Except for the August "foreshock", all instrumentally locatable earthquakes in the sequence, including major aftershocks, cluster about Masterton. They are within about 35 km of each other and within 15-30 km west to southwest of the epicentres calculated in 1942. The August "foreshock" was shallow (fixed at 12 km) and located about 50km northeast of the June and August mainshocks. The June mainshock and foreshock and the December mainshock were also shallow (fixed at 5, 12 and 12 km resp.), while the August mainshock was deeper (fixed at 40 km). The distribution of the June earthquake aftershocks is compatible with an approximately NNE-SSW trending right-lateral strike-slip rupture suggested by the preliminary source mechanism solution of Doser & Webb. The aftershock S-P intervals at Wellington suggest a rupture length of 35-45 km. The maximum intensity in the M_S7.2 June 24 earthquake was MM9, which occurred at several locations within the MM8 isoseismal area. In the zone of strongest shaking (MM8), many brick buildings were badly damaged. However, all reinforced concrete (90+) and retrofitted brick (4) buildings performed well, and, except for chimney damage and a few buildings coming off their piles, most timber buildings also performed well. Underground services (water supply, drainage and gas supply) throughout the MM6 and higher intensity areas were almost undamaged. Roads, bridges and railways suffered moderate damage arising from small landslides and movement of fills or soft ground. Telephone and electricity services were disrupted for up to a few days in a few locations, partly due to overhead wires falling and partly due to damage to operational buildings.

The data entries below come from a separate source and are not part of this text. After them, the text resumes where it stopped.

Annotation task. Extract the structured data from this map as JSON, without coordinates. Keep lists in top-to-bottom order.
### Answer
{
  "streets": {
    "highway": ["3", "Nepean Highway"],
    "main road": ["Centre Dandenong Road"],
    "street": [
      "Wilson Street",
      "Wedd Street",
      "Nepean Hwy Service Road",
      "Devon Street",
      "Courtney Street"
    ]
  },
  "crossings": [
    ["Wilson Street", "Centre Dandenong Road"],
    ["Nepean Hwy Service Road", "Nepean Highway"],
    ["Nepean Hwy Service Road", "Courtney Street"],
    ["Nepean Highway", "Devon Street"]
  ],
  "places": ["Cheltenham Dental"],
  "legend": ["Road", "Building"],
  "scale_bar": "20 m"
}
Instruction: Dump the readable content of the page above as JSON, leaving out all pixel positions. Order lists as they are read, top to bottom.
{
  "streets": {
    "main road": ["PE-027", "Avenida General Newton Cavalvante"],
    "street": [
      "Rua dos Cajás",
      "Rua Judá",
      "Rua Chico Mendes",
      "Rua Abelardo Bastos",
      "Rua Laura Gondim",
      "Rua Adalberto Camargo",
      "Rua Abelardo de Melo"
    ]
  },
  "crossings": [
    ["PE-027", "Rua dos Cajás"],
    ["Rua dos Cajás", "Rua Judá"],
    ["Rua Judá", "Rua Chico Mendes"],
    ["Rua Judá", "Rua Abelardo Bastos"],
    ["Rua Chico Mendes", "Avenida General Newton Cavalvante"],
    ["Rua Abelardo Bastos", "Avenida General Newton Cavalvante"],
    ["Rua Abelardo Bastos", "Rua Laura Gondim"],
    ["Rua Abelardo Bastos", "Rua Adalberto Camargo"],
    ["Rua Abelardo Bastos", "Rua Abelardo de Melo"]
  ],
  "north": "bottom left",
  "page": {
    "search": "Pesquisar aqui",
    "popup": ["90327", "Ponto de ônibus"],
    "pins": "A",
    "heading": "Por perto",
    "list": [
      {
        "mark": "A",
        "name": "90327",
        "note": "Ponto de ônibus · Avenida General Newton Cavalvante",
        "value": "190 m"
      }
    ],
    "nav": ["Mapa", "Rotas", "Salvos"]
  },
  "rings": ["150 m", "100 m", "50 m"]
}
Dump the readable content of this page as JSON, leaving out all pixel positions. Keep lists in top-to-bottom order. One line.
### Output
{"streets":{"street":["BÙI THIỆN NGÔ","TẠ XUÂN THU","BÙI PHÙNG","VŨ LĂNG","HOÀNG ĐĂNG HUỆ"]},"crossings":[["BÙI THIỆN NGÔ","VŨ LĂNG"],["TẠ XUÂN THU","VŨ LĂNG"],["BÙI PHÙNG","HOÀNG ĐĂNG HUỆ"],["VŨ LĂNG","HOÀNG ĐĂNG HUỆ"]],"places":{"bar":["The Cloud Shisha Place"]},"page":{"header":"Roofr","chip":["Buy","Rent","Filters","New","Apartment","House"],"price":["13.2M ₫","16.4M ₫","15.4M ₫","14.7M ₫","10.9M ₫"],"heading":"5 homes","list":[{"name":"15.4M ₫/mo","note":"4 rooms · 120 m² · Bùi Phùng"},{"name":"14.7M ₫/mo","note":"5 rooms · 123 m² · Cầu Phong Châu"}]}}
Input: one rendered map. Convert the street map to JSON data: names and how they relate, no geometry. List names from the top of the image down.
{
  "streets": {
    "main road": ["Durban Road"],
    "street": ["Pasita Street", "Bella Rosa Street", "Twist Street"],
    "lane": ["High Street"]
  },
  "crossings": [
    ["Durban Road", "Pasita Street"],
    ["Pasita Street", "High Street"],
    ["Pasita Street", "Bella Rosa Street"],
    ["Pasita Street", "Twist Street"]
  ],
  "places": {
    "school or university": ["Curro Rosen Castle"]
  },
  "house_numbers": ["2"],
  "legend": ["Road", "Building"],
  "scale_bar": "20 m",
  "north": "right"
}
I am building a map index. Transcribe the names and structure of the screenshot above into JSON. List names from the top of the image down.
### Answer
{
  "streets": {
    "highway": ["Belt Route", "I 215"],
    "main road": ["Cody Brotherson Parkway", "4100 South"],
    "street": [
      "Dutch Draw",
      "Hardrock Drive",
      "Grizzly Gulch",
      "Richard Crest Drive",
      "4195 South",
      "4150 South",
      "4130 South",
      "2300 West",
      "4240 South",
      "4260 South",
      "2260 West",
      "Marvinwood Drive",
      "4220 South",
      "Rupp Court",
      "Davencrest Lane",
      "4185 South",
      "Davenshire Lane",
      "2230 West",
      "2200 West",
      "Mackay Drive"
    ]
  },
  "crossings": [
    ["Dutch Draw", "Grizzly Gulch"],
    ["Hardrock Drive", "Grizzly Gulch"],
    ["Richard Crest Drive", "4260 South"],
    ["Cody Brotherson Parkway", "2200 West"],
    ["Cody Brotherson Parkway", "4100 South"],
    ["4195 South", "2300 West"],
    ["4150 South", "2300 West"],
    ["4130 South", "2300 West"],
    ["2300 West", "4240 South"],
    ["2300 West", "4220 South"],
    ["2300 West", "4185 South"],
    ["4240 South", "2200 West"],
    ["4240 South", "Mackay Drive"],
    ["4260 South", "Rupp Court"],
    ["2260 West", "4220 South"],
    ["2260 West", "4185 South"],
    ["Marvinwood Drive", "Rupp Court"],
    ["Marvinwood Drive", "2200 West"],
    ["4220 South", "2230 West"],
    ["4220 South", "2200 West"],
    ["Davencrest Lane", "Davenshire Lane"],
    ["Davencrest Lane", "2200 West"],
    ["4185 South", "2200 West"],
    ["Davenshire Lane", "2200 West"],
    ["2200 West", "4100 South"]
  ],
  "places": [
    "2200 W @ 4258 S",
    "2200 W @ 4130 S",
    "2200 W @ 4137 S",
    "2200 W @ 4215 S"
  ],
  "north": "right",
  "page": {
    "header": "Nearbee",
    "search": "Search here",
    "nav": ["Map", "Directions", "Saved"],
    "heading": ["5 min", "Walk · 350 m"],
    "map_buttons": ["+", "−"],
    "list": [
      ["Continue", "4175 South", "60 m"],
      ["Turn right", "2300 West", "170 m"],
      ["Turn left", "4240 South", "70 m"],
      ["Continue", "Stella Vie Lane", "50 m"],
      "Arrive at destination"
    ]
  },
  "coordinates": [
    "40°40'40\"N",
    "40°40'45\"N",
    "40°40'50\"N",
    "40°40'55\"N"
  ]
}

Widespread landsliding and liquefaction-induced ground damage occurred throughout an area of about 11,500 km2. Most landslides were of small to moderate size (10³-10⁵m³), although a few large to very large landslides (10⁵-10⁶ m³ or greater) were also reported. The heaviest ground damage occurred within the MM8 isoseismal, the most intense landslide damage showing a close correlation with the zone of aftershocks and the epicentre. Within the MM7 isoseismal landslides were sparse on natural slopes, but many cut slopes and fills failed, while within the MM6 isoseismal there were mainly scattered minor rockfalls or fallen rocks. Two significant failures occurred at 90 and 110 km from the epicentre, however. Significant liquefaction effects were reported from the MM8 area and in the far field, at Shannon and Foxton, where liquefaction of highly susceptible swamp and alluvial deposits was probably a microzone effect. The earthquake apparently caused no surface rupture. The scarps observed by Ongley and others in 1942 are now identified as the heads of two incipient landslides, one continuous with a pre-existing large landslide.
Only one death and three moderate injuries were recorded, despite much falling masonry. The low casualty count can be attributed to the fact that the earthquake occurred at 11.16 pm (NZ time) when most people were inside timber houses. This was true also of the August 1 earthquake (at 00.34 am NZ time), in which only a few minor injuries were reported.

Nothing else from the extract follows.